Scientists warn of an “alarming” rise in microplastic pollution of the oceans

A bunch of plastic washed ashore in Camilo Beach, Hawaii

The 5 Gyres Institute, CC-BY 4.0 (

Concentrations of microplastics in the oceans have risen in the past 18 years, with researchers now estimating that there are 2.3 million tons floating in the sea worldwide.

Microplastics – defined as plastic particles less than 5 millimeters in length – are commonly found in the bodies of sea turtles, whales and fish. Studies have tracked microplastic pollution in the oceans since the 1970s, but it wasn’t until 2005 that plastic concentrations began to increase rapidly and consistently.

Marcus Eriksen and Lisa Erdel of the 5 Gyres Institute in Santa Monica, California, and their colleagues studied data on ocean surface plastic pollution collected between 1979 and 2019. This data came from more than 11,000 collection stations, mostly covering major ocean regions.

Incomplete data made it impossible to identify any clear trends regarding plastic concentrations between 1979 and 1990, while plastic concentrations between 1990 and 2004 showed fluctuations with no clear trend.

But the team found that in the past 18 years, plastic concentrations in the oceans have risen sharply, to more than 10 times their levels in 2005.

“We found an alarming trend of exponential growth of microplastics in the global oceans since the millennium, reaching over 170 trillion plastic particles,” Eriksen said in a press release.

Erdel says the sharp rise in concentrations since 2005 may be due to a boom in plastic production around this time. Global plastic production nearly doubled between 2005 and 2019, from 263 million tons to 460 million tons, according to the Organization for Economic Co-operation and Development and Our World in Data.
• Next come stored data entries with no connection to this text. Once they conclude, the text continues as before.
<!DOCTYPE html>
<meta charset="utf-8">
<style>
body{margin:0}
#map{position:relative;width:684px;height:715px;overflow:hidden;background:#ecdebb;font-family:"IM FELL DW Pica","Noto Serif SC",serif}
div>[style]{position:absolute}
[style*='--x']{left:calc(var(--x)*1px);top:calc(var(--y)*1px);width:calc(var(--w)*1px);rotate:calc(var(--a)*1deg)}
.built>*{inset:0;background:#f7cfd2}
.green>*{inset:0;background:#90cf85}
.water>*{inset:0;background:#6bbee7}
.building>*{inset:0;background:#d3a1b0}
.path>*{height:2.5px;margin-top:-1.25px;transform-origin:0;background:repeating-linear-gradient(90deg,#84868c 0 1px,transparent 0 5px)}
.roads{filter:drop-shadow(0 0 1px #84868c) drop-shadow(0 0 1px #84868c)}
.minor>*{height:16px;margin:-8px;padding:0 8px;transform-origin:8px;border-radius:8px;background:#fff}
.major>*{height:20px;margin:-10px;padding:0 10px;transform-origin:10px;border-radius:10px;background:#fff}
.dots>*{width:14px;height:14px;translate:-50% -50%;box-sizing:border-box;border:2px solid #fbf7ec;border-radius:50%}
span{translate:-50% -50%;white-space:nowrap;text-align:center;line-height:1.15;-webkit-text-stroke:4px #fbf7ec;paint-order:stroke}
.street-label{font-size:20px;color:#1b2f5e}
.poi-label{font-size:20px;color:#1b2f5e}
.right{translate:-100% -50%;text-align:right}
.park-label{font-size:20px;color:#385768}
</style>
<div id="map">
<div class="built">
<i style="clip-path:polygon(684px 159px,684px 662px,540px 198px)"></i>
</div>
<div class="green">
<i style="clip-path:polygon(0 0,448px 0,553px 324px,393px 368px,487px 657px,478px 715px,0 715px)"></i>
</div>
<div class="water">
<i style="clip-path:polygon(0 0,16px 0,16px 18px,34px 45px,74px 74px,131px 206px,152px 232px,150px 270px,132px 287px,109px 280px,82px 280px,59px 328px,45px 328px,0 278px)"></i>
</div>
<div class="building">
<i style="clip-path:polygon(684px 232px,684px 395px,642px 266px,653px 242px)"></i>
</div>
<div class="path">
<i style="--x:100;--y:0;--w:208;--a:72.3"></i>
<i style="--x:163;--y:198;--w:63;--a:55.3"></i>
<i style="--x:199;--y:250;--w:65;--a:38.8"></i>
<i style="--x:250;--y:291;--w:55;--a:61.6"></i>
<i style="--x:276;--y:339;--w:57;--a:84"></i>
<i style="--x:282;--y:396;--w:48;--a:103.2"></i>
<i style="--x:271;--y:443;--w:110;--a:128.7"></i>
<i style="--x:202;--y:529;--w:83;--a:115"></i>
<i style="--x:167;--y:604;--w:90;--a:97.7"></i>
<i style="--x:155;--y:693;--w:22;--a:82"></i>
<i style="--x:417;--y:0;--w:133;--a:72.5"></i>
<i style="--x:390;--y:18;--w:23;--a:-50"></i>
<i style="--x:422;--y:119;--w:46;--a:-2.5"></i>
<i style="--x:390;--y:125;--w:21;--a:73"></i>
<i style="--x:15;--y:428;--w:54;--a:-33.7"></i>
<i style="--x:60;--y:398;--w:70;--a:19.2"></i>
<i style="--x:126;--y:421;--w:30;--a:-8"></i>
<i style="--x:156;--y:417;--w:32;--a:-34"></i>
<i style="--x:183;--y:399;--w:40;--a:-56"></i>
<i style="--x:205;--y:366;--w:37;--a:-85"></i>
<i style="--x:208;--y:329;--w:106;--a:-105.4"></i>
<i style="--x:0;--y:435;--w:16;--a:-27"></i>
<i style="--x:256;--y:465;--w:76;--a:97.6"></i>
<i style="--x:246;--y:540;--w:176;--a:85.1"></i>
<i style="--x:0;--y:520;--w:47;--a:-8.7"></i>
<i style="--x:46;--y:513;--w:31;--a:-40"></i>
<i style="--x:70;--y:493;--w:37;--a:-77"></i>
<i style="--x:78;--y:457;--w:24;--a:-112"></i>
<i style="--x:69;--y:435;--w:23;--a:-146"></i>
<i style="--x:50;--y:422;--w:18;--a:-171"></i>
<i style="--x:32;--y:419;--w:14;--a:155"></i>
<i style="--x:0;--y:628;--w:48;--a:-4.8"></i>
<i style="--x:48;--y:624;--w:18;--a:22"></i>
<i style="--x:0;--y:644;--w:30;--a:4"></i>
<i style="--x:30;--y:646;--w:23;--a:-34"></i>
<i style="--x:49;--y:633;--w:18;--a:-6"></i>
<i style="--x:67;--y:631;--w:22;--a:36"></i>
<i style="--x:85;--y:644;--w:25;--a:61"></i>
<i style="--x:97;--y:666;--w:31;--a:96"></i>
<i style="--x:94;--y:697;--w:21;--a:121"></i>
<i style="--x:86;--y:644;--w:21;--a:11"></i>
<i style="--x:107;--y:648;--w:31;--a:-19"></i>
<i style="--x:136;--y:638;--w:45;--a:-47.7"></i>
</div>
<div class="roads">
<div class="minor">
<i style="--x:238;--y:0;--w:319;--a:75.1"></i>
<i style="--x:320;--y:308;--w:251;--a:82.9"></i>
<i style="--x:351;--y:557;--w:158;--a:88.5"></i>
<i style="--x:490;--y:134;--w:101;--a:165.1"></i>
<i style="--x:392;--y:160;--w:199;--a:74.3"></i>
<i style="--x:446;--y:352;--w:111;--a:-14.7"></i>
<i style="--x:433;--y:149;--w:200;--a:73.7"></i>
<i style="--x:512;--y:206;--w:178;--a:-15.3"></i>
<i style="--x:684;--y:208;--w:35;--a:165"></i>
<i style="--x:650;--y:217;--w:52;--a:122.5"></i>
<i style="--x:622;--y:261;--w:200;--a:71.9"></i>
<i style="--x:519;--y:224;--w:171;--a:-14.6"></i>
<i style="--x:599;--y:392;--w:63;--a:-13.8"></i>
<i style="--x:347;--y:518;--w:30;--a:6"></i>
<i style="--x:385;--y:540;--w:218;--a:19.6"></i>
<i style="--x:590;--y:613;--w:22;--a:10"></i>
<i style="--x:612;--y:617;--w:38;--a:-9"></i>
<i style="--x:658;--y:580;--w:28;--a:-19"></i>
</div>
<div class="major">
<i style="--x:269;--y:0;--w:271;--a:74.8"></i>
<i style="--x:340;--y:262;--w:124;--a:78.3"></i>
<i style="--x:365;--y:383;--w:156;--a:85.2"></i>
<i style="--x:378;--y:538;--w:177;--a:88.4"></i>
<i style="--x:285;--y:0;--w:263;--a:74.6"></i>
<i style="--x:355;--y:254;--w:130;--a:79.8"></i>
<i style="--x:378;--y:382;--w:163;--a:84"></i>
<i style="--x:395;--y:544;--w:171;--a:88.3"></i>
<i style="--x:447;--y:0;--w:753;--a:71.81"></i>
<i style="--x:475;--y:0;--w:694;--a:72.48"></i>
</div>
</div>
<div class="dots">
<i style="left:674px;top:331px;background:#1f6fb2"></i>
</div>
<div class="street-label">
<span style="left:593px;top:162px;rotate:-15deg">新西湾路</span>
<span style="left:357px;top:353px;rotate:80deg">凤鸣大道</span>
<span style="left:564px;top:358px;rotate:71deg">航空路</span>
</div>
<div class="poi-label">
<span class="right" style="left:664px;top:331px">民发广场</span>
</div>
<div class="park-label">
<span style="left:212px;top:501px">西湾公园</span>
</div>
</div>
It may also be a result of the failure to introduce mandatory pollution-reduction measures, says Erdle, even as waste piles up as new plastic enters the oceans and old pieces break down into microplastic particles. “In recent years, there have been no binding international policies, and we are seeing a rapid increase in plastic pollution in the world’s oceans,” she says.
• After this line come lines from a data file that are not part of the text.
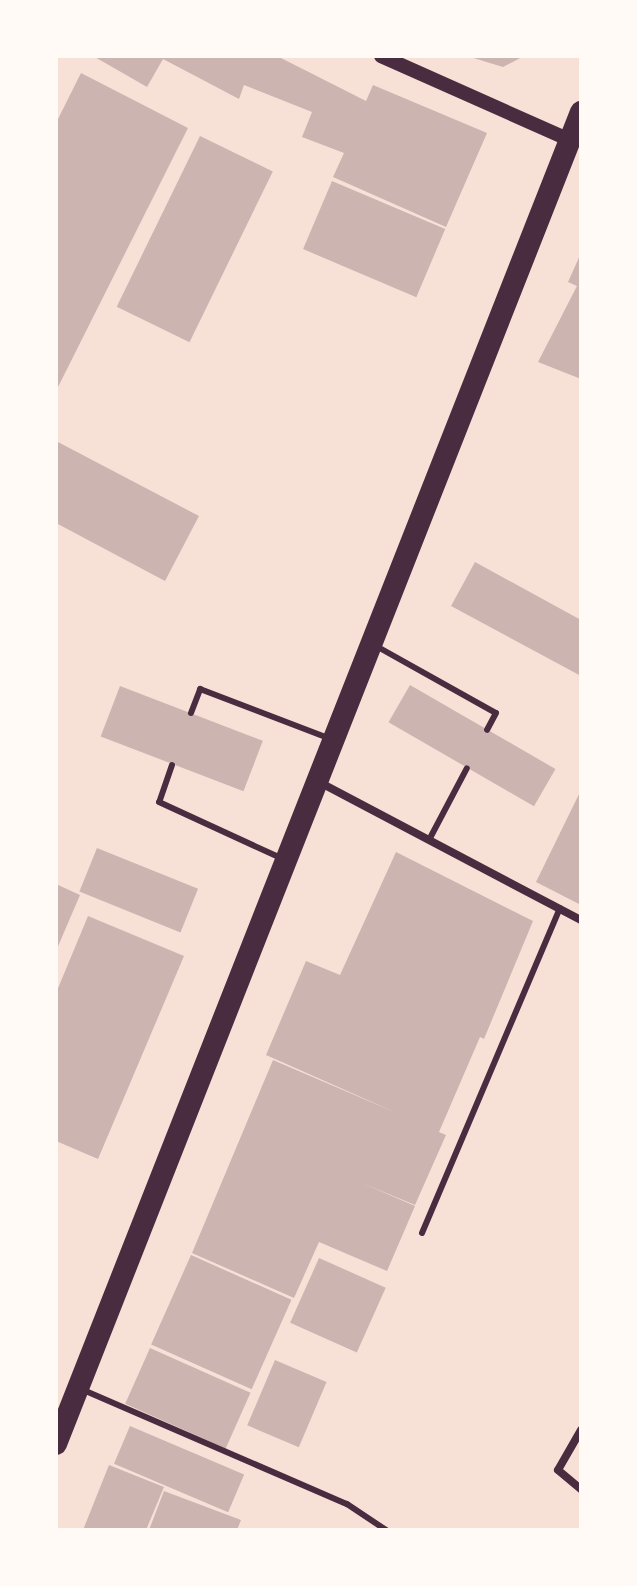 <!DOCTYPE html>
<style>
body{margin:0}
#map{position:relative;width:637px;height:1586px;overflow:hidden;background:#f7e1d7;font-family:Rubik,sans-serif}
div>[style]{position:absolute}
.building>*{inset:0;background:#ccb4b1;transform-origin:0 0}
.service>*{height:6px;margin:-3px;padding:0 3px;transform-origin:3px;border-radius:3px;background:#4a2c40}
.minor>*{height:8px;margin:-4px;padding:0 4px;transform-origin:4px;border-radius:4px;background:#4a2c40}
.tertiary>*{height:14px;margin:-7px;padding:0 7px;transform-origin:7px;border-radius:7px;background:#4a2c40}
.trunk>*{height:22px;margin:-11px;padding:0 11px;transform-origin:11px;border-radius:11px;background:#4a2c40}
span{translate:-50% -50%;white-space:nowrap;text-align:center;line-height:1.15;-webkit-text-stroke:7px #fffaf5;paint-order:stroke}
.frame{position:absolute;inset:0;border:58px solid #fffaf5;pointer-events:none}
</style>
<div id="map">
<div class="building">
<i style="clip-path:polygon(93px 56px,277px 56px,366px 101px,373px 85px,487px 133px,446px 227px,333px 177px,344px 153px,302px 137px,312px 112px,244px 85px,239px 99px,163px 59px,147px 87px)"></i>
<i style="clip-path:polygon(467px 56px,524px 56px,503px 67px)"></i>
<i style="clip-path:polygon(81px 73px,188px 128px,56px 391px,56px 123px)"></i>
<i style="left:200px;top:136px;width:81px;height:190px;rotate:26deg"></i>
<i style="left:332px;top:181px;width:123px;height:74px;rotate:23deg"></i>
<i style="clip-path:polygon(581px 253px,581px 379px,538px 362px,577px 286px,568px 282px)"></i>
<i style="clip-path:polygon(56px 441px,199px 516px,165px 581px,56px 523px)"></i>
<i style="clip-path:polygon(475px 562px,581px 620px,581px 676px,451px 606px)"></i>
<i style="left:410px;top:685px;width:168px;height:43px;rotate:30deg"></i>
<i style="left:120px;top:686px;width:153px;height:54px;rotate:21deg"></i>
<i style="clip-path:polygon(581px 790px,581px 905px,536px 882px)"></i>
<i style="left:97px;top:848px;width:109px;height:47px;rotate:22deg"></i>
<i style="clip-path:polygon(396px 852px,533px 921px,484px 1039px,480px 1037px,439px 1132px,446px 1135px,415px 1205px,362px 1183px,415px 1206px,387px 1271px,319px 1242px,294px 1298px,192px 1253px,273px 1060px,399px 1114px,266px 1055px,306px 961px,340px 975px)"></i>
<i style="clip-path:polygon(56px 884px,80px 895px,56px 951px)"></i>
<i style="clip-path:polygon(88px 916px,184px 956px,98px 1159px,56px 1141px,56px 993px)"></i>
<i style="left:191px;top:1255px;width:110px;height:98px;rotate:24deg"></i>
<i style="left:319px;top:1258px;width:73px;height:71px;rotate:24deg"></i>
<i style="left:150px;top:1348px;width:110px;height:61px;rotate:24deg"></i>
<i style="left:275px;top:1360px;width:56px;height:71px;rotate:23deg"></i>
<i style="left:130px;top:1426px;width:124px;height:41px;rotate:23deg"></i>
<i style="clip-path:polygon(109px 1465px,164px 1487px,146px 1530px,83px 1530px)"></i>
<i style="clip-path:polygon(164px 1491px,241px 1520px,237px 1530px,149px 1530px)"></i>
</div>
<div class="service">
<i style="left:376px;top:646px;width:137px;rotate:29.2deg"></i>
<i style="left:496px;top:713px;width:19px;rotate:118deg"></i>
<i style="left:191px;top:713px;width:26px;rotate:-69deg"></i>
<i style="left:200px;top:689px;width:140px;rotate:20.9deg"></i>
<i style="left:172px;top:765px;width:39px;rotate:109deg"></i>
<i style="left:159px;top:802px;width:136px;rotate:24.7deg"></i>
<i style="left:429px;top:840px;width:81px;rotate:-62.2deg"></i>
<i style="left:422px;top:1233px;width:353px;rotate:-67deg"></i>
<i style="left:81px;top:1389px;width:290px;rotate:23.4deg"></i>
<i style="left:347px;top:1504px;width:47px;rotate:33.7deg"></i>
</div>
<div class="minor">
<i style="left:319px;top:782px;width:296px;rotate:27.8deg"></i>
<i style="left:581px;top:1430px;width:46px;rotate:119.9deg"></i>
<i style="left:558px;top:1470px;width:30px;rotate:40deg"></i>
</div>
<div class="tertiary">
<i style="left:381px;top:56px;width:207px;rotate:24deg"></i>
</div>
<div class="trunk">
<i style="left:56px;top:1444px;width:1432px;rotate:-68.49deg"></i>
</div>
<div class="frame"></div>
</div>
The study, which Erdle says is unique in its geographic breadth and four-decade time span, only looked at data through 2019. This was partly because the researchers needed to identify a “clear cut-off point” for the analysis, says Erdle.
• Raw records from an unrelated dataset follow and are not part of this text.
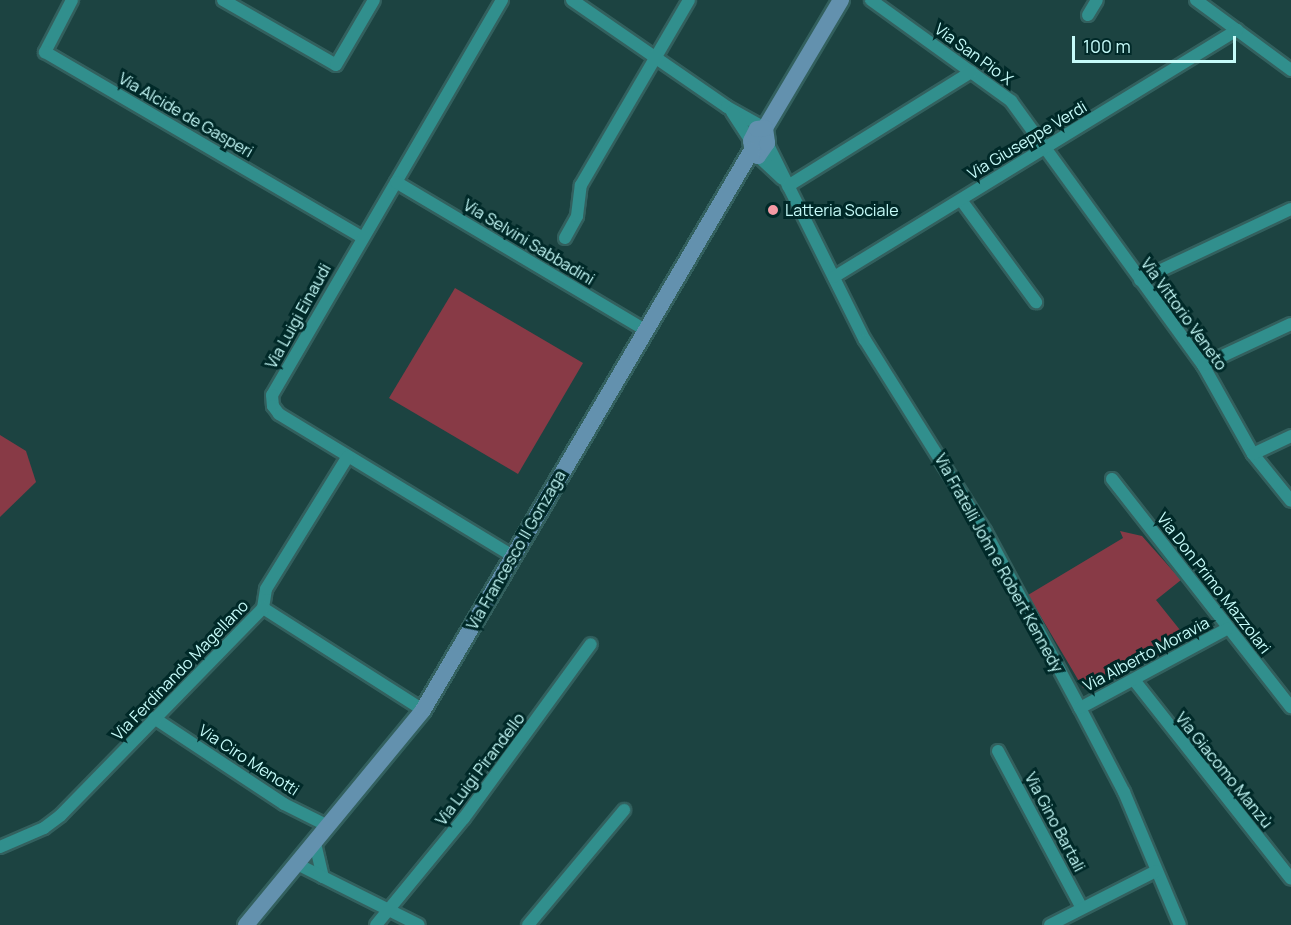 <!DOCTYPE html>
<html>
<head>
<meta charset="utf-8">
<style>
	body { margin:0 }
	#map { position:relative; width:1291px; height:925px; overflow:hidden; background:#1c4341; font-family:Manrope,sans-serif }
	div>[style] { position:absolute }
	.green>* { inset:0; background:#883a46 }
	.roads { filter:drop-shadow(2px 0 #33605e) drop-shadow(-2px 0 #33605e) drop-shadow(0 2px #33605e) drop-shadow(0 -2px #33605e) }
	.street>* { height:12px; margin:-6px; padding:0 6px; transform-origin:6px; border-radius:6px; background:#318f8d }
	.secondary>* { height:16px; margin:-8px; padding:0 8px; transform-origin:8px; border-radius:8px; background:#6391ae }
	.dots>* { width:16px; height:16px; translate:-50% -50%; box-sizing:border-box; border:3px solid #002928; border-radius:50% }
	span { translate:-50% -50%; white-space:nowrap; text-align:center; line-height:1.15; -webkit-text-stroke:6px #002928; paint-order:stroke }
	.street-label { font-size:16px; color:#c6fbf9 }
	.poi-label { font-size:16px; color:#c6fbf9 }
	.left { translate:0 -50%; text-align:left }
	.scale { position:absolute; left:1072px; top:36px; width:164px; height:27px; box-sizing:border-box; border:3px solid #c6fbf9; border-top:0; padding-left:8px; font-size:18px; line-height:21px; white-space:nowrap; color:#c6fbf9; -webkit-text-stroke:4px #002928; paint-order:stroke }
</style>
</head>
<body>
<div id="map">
	<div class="green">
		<i style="clip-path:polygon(455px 288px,583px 363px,518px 474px,389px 398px)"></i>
		<i style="clip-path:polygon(0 435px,26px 451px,36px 482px,0 517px)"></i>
		<i style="clip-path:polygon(1120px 531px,1142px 536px,1181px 580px,1156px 600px,1188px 640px,1095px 688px,1083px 688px,1028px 595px,1123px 538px)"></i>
	</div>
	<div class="roads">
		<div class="street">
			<i style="left:72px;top:0;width:59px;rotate:117.4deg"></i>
			<i style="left:45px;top:52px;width:367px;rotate:30.3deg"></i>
			<i style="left:223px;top:0;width:130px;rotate:29.9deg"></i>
			<i style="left:336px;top:65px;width:75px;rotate:-59.7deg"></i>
			<i style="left:502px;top:0;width:457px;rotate:120.2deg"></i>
			<i style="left:272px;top:395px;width:11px;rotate:85deg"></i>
			<i style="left:273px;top:406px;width:10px;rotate:53deg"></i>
			<i style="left:279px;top:414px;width:274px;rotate:31.3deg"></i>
			<i style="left:572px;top:0;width:188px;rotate:34.6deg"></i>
			<i style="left:727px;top:107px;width:41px;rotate:29.1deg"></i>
			<i style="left:871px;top:0;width:173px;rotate:35.8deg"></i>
			<i style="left:1011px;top:101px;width:326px;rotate:54deg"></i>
			<i style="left:1203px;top:365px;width:102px;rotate:60.7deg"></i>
			<i style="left:1253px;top:454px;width:60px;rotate:51deg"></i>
			<i style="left:1196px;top:0;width:118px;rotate:36.4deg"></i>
			<i style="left:1088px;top:15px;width:17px;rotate:-59deg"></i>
			<i style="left:732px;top:112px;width:35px;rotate:57deg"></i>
			<i style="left:767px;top:143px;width:220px;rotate:63.6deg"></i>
			<i style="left:865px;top:340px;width:226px;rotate:57.9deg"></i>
			<i style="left:985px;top:531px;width:201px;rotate:61.8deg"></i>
			<i style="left:1080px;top:708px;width:95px;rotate:62.4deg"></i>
			<i style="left:1124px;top:792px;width:144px;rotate:67.2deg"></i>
			<i style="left:758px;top:156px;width:33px;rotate:43deg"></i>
			<i style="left:396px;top:182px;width:290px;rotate:30.7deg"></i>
			<i style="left:788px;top:186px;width:216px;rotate:-31.9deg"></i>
			<i style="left:961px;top:200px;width:127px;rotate:53.7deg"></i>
			<i style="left:565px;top:238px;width:25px;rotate:-61deg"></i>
			<i style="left:577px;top:216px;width:31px;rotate:-83deg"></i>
			<i style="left:581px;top:185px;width:214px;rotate:-59.7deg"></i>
			<i style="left:834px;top:277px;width:473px;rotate:-31.5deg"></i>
			<i style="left:1140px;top:280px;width:167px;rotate:-25.2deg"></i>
			<i style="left:1203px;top:365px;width:97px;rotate:-25deg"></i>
			<i style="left:1253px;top:454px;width:42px;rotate:-25.3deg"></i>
			<i style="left:1112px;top:479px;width:290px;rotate:51.9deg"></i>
			<i style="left:263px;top:608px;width:190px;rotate:32.5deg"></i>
			<i style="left:263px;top:608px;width:19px;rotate:-81deg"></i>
			<i style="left:266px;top:589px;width:156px;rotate:-58.3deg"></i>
			<i style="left:1134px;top:680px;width:253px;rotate:51.7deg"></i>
			<i style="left:1080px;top:708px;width:167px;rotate:-28.3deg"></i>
			<i style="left:154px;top:718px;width:156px;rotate:33.5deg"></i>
			<i style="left:284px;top:804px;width:49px;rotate:26.6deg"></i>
			<i style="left:998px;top:751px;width:178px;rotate:61.9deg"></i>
			<i style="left:315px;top:843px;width:35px;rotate:77deg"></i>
			<i style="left:0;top:847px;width:48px;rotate:-23.4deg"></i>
			<i style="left:44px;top:828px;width:21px;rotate:-37deg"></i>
			<i style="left:61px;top:815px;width:289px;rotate:-45.7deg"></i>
			<i style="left:297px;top:864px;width:136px;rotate:26.6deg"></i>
			<i style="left:376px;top:925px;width:139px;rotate:-50.6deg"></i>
			<i style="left:464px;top:818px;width:215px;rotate:-53.9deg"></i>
			<i style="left:528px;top:925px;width:150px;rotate:-50.1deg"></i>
			<i style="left:1050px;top:925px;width:119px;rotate:-27deg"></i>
		</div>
		<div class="secondary">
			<i style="left:765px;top:128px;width:149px;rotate:-59.3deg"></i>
			<i style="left:765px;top:128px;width:15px;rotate:82deg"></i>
			<i style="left:767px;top:143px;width:16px;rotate:125deg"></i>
			<i style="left:758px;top:156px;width:6px;rotate:-149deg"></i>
			<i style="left:753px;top:153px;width:12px;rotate:-99deg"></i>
			<i style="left:751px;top:141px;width:13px;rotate:-63deg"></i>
			<i style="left:757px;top:129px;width:8px;rotate:-7deg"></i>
			<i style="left:246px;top:925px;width:278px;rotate:-50.5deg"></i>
			<i style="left:423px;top:710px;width:649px;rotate:-59.57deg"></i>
		</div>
	</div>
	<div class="dots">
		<i style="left:773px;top:210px;background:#f49aa4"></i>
	</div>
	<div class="street-label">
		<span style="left:974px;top:54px;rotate:36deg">Via San Pio X</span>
		<span style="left:186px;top:115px;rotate:30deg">Via Alcide de Gasperi</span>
		<span style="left:1027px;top:140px;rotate:-31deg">Via Giuseppe Verdi</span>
		<span style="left:529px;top:242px;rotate:31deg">Via Selvini Sabbadini</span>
		<span style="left:1184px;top:314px;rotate:54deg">Via Vittorio Veneto</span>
		<span style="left:298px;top:316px;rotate:-61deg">Via Luigi Einaudi</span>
		<span style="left:516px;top:550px;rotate:-60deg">Via Francesco II Gonzaga</span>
		<span style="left:999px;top:563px;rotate:61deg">Via Fratelli John e Robert Kennedy</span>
		<span style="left:1214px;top:583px;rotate:52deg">Via Don Primo Mazzolari</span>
		<span style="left:1146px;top:654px;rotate:-28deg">Via Alberto Moravia</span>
		<span style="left:180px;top:670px;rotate:-46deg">Via Ferdinando Magellano</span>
		<span style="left:249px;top:760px;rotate:33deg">Via Ciro Menotti</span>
		<span style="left:480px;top:769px;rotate:-53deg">Via Luigi Pirandello</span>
		<span style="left:1224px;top:770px;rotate:51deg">Via Giacomo Manzù</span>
		<span style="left:1055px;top:822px;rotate:62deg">Via Gino Bartali</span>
	</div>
	<div class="poi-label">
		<span class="left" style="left:785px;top:210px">Latteria Sociale</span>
	</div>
	<div class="scale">100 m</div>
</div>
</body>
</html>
Since then, some countries, including the UK, have introduced laws to tackle microplastic pollution, such as banning the use of plastic straws and reducing demand for disposable bags.

But Erdel believes that more radical action targeting the entire global plastics industry will be necessary to make a real impact on marine pollution levels.

In 2022, countries agreed to create a global treaty to tackle plastic pollution, with a draft text expected by 2024. Erdle says the treaty should be binding and enforceable, addressing the full life cycle of plastics.

The agreement should include a cap on overall plastic production, she says, calling the measure an “effective tool” for reducing concentrations of microplastics in the oceans.

The study warns that without a widespread shift in plastic policy, the rate of plastic flow into the world’s oceans could be 2.6 times higher by 2040 than in 2016.

Other scientists have also supported calls for a global cap on plastic production, but such a move would be highly controversial and likely to be fiercely resisted by the petrochemical industries.